原文地址:https://vlsitutorials.com/constraining-timing-paths-in-synthesis-part-1/
后附英文原文

本文是 how to define Synthesis timing constraint 系列文章的第一篇。

本文的目标是约束一个 Demo 设计中所有输入、输出以及内部时序路径。

假设我们是一个简单设计的 designer(即使这样,我也愿将其称之为一个 IP)。这个 IP 只有一个时钟域(Clock domain),在输入端口和内部 flip-flop 之间有组合逻辑,还有组合逻辑存在于两个 flip-flop 之间,以及 flip-flop 和输出端口之间。接下来本文将介绍我们如何为这个 IP 建立约束。

image.png
图 1: 待约束模块的结构图

一般来说,我们的 IP 会和其他 IP 一起集成到一个 SoC 片上系统中,如图 2 所示。所以我们的 IP 的输入端口信号会来自其他 IP,这里我们称这个驱动我们输入的 IP 为 IP-2。同样的,我们的输出信号会驱动另一个 IP,我们称之为 IP-3 。

image.png
图 2:与其他 IP 集成后的设计示意图

注意:在定义输入输出约束后,综合工具会默认假设输入信号在时钟上升沿时刻到达(此处指来自 IP-2 的信号),并且我们输出的信号同样在时钟上升沿时刻被后一级 IP 的 FF 采样(这里指 IP-3)。

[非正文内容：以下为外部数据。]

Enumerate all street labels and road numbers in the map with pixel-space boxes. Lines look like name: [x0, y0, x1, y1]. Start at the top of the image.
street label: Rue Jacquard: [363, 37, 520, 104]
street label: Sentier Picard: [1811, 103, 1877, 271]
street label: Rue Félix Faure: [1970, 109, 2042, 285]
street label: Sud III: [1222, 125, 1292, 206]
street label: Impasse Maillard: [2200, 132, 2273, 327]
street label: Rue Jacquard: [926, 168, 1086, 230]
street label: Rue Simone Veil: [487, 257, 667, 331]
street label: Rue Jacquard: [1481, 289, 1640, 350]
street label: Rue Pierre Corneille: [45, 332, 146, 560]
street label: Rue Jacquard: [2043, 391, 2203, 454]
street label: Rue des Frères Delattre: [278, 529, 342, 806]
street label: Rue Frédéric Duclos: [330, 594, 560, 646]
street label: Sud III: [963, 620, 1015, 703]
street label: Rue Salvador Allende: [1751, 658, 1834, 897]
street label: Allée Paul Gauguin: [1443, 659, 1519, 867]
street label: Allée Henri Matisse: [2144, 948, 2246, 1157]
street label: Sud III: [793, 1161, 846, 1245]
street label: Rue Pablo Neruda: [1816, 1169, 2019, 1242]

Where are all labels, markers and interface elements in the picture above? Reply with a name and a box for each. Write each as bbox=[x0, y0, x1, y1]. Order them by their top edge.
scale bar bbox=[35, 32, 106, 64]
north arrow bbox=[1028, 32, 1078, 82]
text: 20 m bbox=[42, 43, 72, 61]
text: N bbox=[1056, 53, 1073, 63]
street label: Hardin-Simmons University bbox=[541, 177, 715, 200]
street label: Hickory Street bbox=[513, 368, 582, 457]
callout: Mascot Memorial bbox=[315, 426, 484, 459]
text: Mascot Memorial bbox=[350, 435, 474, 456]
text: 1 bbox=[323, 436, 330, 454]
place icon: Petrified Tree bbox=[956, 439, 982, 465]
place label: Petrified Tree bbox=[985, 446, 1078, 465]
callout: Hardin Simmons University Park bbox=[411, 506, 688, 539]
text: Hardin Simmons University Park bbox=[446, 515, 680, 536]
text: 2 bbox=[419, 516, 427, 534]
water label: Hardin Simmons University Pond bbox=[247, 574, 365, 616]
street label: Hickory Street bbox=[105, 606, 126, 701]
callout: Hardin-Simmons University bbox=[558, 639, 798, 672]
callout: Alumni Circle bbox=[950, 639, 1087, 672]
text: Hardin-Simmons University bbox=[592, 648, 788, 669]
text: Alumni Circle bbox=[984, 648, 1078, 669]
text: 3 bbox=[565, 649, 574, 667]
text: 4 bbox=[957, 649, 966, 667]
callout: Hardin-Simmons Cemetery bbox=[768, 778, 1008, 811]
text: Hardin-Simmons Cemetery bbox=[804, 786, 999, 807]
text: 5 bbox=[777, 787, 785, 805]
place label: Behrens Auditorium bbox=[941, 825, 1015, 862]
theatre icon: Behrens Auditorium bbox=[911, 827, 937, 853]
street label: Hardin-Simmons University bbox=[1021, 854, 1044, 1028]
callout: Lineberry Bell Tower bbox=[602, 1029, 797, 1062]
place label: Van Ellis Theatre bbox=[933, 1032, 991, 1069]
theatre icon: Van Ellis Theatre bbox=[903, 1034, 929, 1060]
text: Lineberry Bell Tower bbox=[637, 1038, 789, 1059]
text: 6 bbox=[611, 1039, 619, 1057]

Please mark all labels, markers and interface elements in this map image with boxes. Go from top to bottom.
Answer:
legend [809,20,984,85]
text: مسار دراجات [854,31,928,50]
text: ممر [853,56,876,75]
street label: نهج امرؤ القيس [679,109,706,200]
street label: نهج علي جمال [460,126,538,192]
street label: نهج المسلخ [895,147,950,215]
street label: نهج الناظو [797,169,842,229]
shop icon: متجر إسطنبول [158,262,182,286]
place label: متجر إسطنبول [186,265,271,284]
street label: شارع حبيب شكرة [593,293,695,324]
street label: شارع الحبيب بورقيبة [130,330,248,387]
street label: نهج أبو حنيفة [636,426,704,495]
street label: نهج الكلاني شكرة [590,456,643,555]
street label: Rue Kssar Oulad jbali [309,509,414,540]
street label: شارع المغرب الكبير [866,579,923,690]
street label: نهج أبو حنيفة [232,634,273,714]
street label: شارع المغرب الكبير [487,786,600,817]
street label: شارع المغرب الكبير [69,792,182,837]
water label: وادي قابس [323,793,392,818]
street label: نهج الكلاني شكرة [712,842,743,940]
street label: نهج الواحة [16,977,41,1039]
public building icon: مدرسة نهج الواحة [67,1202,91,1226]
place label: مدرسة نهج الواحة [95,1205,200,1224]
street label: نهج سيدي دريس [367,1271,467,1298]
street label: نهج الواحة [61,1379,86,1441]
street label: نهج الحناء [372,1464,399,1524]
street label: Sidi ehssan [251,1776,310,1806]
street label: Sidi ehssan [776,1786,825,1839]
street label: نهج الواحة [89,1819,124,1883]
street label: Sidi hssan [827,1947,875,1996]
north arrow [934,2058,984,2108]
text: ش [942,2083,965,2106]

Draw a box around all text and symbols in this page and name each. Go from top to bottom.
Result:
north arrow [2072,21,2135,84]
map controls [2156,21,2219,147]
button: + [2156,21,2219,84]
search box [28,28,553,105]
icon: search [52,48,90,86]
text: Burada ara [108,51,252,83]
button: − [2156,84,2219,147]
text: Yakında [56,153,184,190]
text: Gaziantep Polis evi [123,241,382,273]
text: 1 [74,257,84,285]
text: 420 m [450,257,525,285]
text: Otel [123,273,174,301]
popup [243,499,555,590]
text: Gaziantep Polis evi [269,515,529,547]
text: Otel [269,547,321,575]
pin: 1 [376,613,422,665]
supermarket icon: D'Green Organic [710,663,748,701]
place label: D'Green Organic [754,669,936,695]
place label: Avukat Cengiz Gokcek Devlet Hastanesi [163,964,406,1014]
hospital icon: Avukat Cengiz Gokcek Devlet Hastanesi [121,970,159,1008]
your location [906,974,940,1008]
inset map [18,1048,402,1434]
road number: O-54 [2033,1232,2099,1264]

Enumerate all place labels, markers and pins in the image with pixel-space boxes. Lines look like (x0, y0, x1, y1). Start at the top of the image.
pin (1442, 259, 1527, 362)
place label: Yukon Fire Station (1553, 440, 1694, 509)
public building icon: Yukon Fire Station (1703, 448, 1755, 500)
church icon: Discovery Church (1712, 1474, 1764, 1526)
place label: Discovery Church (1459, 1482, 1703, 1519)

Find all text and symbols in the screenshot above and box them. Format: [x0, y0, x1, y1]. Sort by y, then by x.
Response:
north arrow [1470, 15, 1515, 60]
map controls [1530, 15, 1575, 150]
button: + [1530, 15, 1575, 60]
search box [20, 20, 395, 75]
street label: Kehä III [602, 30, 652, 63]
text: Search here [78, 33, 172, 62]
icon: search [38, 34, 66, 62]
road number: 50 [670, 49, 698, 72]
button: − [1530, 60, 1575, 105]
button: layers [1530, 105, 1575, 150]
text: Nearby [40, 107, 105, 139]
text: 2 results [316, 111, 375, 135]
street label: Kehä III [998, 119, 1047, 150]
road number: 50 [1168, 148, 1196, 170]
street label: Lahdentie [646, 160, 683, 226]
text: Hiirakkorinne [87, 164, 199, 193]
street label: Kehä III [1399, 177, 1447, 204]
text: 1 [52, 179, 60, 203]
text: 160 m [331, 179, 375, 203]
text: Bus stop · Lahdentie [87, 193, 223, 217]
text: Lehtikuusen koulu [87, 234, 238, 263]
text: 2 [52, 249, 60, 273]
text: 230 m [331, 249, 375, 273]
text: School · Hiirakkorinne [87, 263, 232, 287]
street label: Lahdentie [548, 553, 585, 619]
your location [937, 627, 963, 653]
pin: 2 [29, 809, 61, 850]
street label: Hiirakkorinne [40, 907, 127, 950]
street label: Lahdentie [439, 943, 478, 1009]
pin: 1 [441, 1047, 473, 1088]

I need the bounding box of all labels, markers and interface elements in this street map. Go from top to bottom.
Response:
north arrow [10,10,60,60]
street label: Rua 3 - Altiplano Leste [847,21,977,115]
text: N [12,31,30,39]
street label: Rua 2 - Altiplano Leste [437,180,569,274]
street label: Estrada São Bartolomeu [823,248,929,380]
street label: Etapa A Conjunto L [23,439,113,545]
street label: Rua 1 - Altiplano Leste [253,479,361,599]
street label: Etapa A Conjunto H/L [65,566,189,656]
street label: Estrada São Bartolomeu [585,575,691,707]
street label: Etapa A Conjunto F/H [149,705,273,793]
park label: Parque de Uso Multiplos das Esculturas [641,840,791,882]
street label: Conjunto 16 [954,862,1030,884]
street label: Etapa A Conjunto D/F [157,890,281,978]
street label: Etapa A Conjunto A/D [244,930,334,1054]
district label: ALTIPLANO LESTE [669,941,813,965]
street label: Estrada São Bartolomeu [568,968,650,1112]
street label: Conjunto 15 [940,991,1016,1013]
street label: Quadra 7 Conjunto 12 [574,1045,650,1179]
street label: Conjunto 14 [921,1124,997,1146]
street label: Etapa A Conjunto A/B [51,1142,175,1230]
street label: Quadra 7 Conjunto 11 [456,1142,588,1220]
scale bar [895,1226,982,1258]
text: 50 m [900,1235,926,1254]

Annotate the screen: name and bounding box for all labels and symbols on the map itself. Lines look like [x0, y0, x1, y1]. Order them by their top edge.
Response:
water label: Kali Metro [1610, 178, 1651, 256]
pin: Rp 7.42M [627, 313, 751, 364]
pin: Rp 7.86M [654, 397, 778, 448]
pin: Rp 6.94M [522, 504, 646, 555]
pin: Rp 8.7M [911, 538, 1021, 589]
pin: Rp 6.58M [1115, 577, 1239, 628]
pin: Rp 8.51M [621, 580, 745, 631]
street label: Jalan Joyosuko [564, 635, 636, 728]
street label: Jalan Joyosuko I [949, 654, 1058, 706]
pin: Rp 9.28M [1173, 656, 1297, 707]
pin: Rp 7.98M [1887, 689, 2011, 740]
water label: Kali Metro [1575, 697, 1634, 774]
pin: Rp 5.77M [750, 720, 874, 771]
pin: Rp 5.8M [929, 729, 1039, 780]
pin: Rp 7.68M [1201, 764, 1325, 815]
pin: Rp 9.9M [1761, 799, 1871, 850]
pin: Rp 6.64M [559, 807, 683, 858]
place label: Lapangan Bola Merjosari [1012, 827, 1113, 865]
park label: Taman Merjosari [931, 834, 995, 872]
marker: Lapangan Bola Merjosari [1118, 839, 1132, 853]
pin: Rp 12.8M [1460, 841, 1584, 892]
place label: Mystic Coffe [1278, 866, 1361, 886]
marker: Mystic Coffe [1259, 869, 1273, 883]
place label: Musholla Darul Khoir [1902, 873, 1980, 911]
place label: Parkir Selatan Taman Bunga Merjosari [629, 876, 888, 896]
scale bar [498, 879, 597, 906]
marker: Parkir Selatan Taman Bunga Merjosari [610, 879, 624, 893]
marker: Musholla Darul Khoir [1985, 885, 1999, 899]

在我们约束输入路径、内部路径以及外部路径之前,我们首先有必要理解时序路径(path)的定义。 综合工具在进行时序分析时,会将整个设计中的电路,分拆为多条时序路径进行分析,一条时序路径总是存在一个起点(startpoint)和终点(endpoint),以下介绍了路径可能的起点和终点。

路径起点

  • 输入端口 (时钟输入端口除外)
  • FF (flip-flop) 的时钟管脚 (Clock pin)

路径终点

  • 输出端口(时钟输出端口除外)
  • FF 的任意输入管脚(时钟管脚除外)

基于上述可能的路径起点和终点,我们可以得到以下四条示例的路径,如图 3 所示

image.png
图 3:设计中的时序路径示意

Path 1:输入端口 - FF 输入管脚

Path 2:FF 时钟管脚 - FF 输入管脚

Path 3:FF 时钟管脚 - 输出端口

Path 4:输入端口 - 输出端口

在了解了上述基础知识之后,让我们回到我们的设计约束中。

First we will focus on constraining register-to-register path //约束 REG2REG 路径

首先,我们将约束触发器-触发器之间(register-to-register, 一般简称 reg2reg)的时序路径。

image.png
图 4:约束 reg-to-reg 时序路径

在约束 reg2reg 的建立时间(setup time)路径时,我们只需要把 reg 的时钟周期提供给综合工具。在约束了某个时钟之后,设计中所有该时钟域的时序路径都会被约束,并将该时钟的周期信息作用到这些路径的建立时间分析中。假设我们设计中的时钟的周期为 5ns,那么我们将定义一个 5ns 的时钟约束,并在约束中指定该时钟的端口。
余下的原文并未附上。